■ WHAT YOU SHOULD DO
Return only the lines from the start of the records through the line that contains "solid #fff;border-radius:50%;background:#1a73e8;box-shadow:0 0", inclusive; leave out all pictures.

[Source records]
────────────────

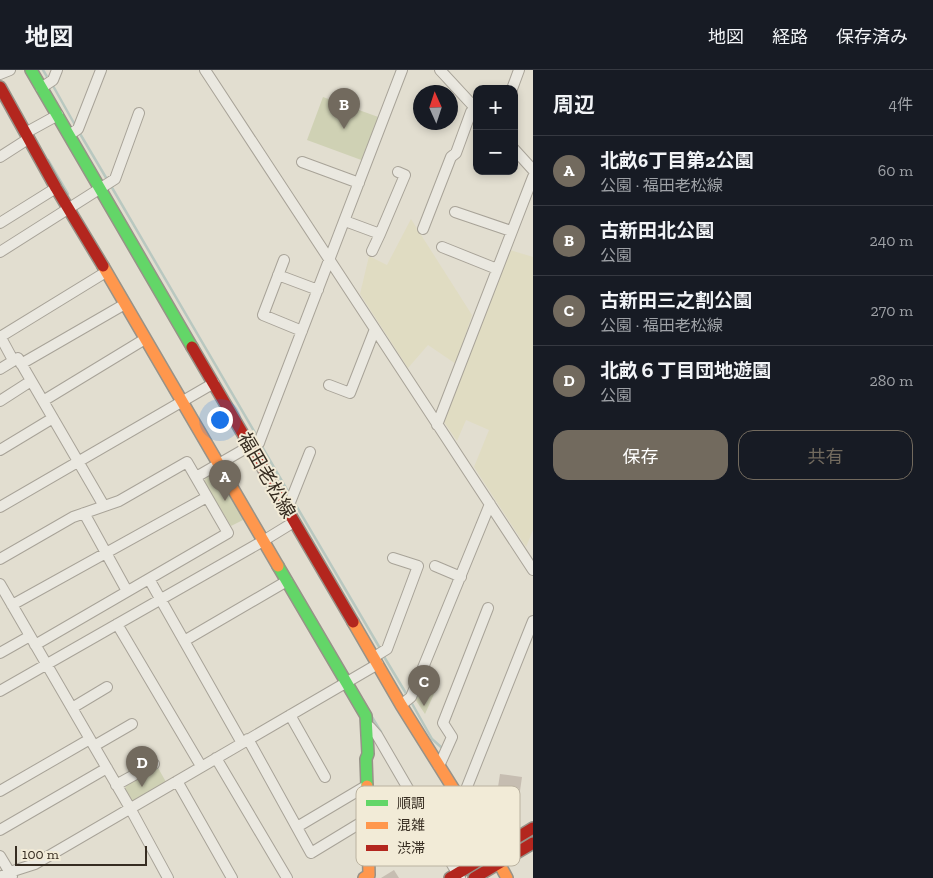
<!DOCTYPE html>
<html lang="ja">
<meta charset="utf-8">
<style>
body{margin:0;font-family:"Zilla Slab","Noto Sans JP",serif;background:#20242c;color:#f1f3f6}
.controls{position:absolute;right:15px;top:15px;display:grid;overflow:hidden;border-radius:10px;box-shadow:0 2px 8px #0003}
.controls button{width:45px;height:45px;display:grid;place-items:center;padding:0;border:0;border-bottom:1px solid #363941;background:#171b24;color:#f1f3f6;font:25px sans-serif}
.compass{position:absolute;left:413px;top:15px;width:45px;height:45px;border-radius:50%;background:#171b24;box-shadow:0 2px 8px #0003;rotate:357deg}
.scale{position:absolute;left:15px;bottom:12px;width:132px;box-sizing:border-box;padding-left:5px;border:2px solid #362c21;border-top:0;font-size:14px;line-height:18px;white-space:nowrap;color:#362c21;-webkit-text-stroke:4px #f2ebd7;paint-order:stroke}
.you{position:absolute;left:219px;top:349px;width:18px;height:18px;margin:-12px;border:4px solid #fff;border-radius:50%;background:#1a73e8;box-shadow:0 0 0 8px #1a73e833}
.badge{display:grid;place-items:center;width:32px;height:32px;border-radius:50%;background:#726a5e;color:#fff;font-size:16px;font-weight:700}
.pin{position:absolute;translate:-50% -41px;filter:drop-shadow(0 1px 2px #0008)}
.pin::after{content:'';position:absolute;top:26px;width:18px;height:15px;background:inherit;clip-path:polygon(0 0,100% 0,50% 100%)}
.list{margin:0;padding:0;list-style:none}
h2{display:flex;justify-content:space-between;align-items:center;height:65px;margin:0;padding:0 20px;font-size:21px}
h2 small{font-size:16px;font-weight:400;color:#9ea1a6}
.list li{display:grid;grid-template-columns:32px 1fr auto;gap:15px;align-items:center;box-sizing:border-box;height:70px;padding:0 20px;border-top:1px solid #363941}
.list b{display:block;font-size:19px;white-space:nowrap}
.list p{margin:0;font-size:16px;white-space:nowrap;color:#9ea1a6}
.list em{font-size:16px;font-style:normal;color:#9ea1a6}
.actions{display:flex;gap:10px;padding:15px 20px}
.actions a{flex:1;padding:11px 0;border:1px solid #726a5e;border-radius:15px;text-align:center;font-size:18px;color:#726a5e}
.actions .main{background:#726a5e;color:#fff}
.map{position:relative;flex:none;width:533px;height:808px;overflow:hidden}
header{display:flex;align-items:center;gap:30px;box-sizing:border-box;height:70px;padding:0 25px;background:#171b24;border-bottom:1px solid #363941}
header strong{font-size:24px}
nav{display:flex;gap:28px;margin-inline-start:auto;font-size:18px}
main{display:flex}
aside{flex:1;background:#171b24}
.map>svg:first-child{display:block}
.farmland{fill:#e0dcc2}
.green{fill:#cfd1b4}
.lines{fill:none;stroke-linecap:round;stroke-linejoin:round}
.stream{stroke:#b9c8c0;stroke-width:2.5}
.building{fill:#c6bdb1}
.street-casing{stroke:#a8a398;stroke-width:12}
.fast-casing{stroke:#979288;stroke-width:14}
.slow-casing{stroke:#979288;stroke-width:14}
.jam-casing{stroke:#979288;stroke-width:14}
.street{stroke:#eae8e0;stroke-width:10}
.fast{stroke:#63d668;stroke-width:11}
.slow{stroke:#ff974d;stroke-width:11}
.jam{stroke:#b3261e;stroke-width:11}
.labels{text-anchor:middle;stroke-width:4;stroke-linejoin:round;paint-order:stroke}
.street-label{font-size:19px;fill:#362c21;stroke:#f2ebd7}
.key{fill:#f2ebd7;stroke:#bab2a0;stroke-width:1}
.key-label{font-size:14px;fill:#362c21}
</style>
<header>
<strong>地図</strong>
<nav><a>地図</a><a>経路</a><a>保存済み</a></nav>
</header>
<main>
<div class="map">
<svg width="533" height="808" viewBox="0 0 533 808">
<rect width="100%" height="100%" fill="#e2ded0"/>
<!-- farmland -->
<path class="farmland" d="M 411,149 L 472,245 L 456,294 L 428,275 L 408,298 L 360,224 L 369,186 L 387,195 Z
M 510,180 L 533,187 L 533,460 L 526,477 L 474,397 L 489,360 L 466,350 L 457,371 L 444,352 Z"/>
<!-- green -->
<path class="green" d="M 323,27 L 381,48 L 364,91 L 307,70 Z
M 216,401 L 245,449 L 231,456 L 204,412 L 206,406 Z
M 420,618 L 434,624 L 425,644 L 415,629 Z
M 157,696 L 166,712 L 130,734 L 125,720 L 126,713 Z"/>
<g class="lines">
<!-- stream -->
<path class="stream" d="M 43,0 L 49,10
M 52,14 L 75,55
M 79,62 L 108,111
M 48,90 L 68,124
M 111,116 L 258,368
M 261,375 L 290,425
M 294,432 L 381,580
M 383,585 L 407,625
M 410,630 L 432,669 L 441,677
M 372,647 L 381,662"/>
</g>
<!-- building -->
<path class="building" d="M 500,704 L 522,707 L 520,721 L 498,717 Z
M 394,800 L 399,808 L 381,808 Z"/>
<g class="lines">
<!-- street casing -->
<g class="street-casing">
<path id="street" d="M 205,0 L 533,500
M 440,0 L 477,40
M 0,4 L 10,0
M 41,18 L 53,10 L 57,0
M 512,19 L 519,0
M 27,62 L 58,45
M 69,65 L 78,59 L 101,0
M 514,79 L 533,100
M 0,87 L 28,69
M 302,92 L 359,113
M 455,142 L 511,161
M 345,151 L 380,164 L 405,105 L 398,102
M 0,153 L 56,118
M 423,159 L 451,87 L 456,83 L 471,42 L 475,38
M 442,177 L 497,199
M 372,181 L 380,164
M 0,182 L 115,109 L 139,43
M 284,190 L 263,245 L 302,261
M 278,205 L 318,220
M 0,266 L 13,290
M 0,267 L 106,202
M 21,294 L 125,234
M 0,299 L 18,288 L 104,436
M 329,315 L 350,323 L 375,259
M 0,331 L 31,311
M 43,331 L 145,269
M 437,355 L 533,107
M 251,378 L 259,373 L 260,370 L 402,0
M 0,380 L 53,348
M 196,407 L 250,376
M 0,437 L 214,313
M 287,440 L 310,382
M 84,443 L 127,521
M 0,489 L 73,447 L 119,431 L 187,392 L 228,463 L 35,575
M 435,496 L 461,507
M 149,509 L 242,673
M 0,514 L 130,738 L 168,808
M 12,535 L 207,427
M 117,554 L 201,696
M 184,571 L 287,511
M 0,583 L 30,566
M 374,587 L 387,579 L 418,496 L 393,488
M 0,621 L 263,471 L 294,452
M 401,635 L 411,627 L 490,434
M 72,638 L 107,617
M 290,645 L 325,707
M 370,657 L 377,665 L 460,808
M 248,669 L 311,783 L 367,749
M 94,676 L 132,654
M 216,688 L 287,808
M 439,696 L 452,667 L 443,653 L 488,538
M 177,711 L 232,808
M 116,715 L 154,694
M 0,721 L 90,669
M 461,732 L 533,551
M 297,757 L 366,716
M 0,760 L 107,698
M 0,786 L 12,806
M 0,807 L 10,802 L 35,794 L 378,594"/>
</g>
<!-- fast casing -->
<g class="fast-casing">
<path id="fast" d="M 31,0 L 192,277
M 278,496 L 366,646 L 368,684 L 366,689 L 367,716"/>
</g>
<!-- slow casing -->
<g class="slow-casing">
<path id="slow" d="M 103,196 L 278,496
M 353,552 L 401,635 L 493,782 L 507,808
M 364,808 L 369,805 L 367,716"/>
</g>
<!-- jam casing -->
<g class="jam-casing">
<path id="jam" d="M 0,17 L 56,118 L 103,196
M 192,277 L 353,552
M 450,808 L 533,758
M 474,808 L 533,773"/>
</g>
<!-- street -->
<use href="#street" class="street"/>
<!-- fast -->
<use href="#fast" class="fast"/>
<!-- slow -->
<use href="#slow" class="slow"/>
<!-- jam -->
<use href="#jam" class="jam"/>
</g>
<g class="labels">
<!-- street labels -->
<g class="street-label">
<text transform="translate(267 405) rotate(60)" y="7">福田老松線</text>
</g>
</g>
<!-- legend -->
<rect x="356" y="716" width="164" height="80" rx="8" class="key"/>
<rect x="366" y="730" width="22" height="6" fill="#63d668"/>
<rect x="366" y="752" width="22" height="7" fill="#ff974d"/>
<rect x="366" y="775" width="22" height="6" fill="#b3261e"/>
<g class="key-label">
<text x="397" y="738">順調</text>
<text x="397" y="760">混雑</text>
<text x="397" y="783">渋滞</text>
</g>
</svg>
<div class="controls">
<button>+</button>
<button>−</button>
</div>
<svg class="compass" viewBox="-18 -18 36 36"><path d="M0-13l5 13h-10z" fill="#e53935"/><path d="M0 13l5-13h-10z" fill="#9ea1a6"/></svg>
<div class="scale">100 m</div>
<div class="you"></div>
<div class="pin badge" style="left:225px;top:431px">A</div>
<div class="pin badge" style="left:344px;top:59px">B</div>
<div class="pin badge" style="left:424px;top:636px">C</div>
<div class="pin badge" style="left:142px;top:717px">D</div>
</div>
<aside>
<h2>周辺<small>4件</small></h2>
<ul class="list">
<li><span class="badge">A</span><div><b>北畝6丁目第2公園</b><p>公園 · 福田老松線</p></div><em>60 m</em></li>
<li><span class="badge">B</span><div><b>古新田北公園</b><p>公園</p></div><em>240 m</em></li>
<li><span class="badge">C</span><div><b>古新田三之割公園</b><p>公園 · 福田老松線</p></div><em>270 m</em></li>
<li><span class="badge">D</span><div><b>北畝６丁目団地遊園</b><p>公園</p></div><em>280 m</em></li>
</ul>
<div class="actions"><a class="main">保存</a><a>共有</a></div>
</aside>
</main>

────────────────

■ YOUR SOLUTION
<!DOCTYPE html>
<html lang="ja">
<meta charset="utf-8">
<style>
body{margin:0;font-family:"Zilla Slab","Noto Sans JP",serif;background:#20242c;color:#f1f3f6}
.controls{position:absolute;right:15px;top:15px;display:grid;overflow:hidden;border-radius:10px;box-shadow:0 2px 8px #0003}
.controls button{width:45px;height:45px;display:grid;place-items:center;padding:0;border:0;border-bottom:1px solid #363941;background:#171b24;color:#f1f3f6;font:25px sans-serif}
.compass{position:absolute;left:413px;top:15px;width:45px;height:45px;border-radius:50%;background:#171b24;box-shadow:0 2px 8px #0003;rotate:357deg}
.scale{position:absolute;left:15px;bottom:12px;width:132px;box-sizing:border-box;padding-left:5px;border:2px solid #362c21;border-top:0;font-size:14px;line-height:18px;white-space:nowrap;color:#362c21;-webkit-text-stroke:4px #f2ebd7;paint-order:stroke}
.you{position:absolute;left:219px;top:349px;width:18px;height:18px;margin:-12px;border:4px solid #fff;border-radius:50%;background:#1a73e8;box-shadow:0 0 0 8px #1a73e833}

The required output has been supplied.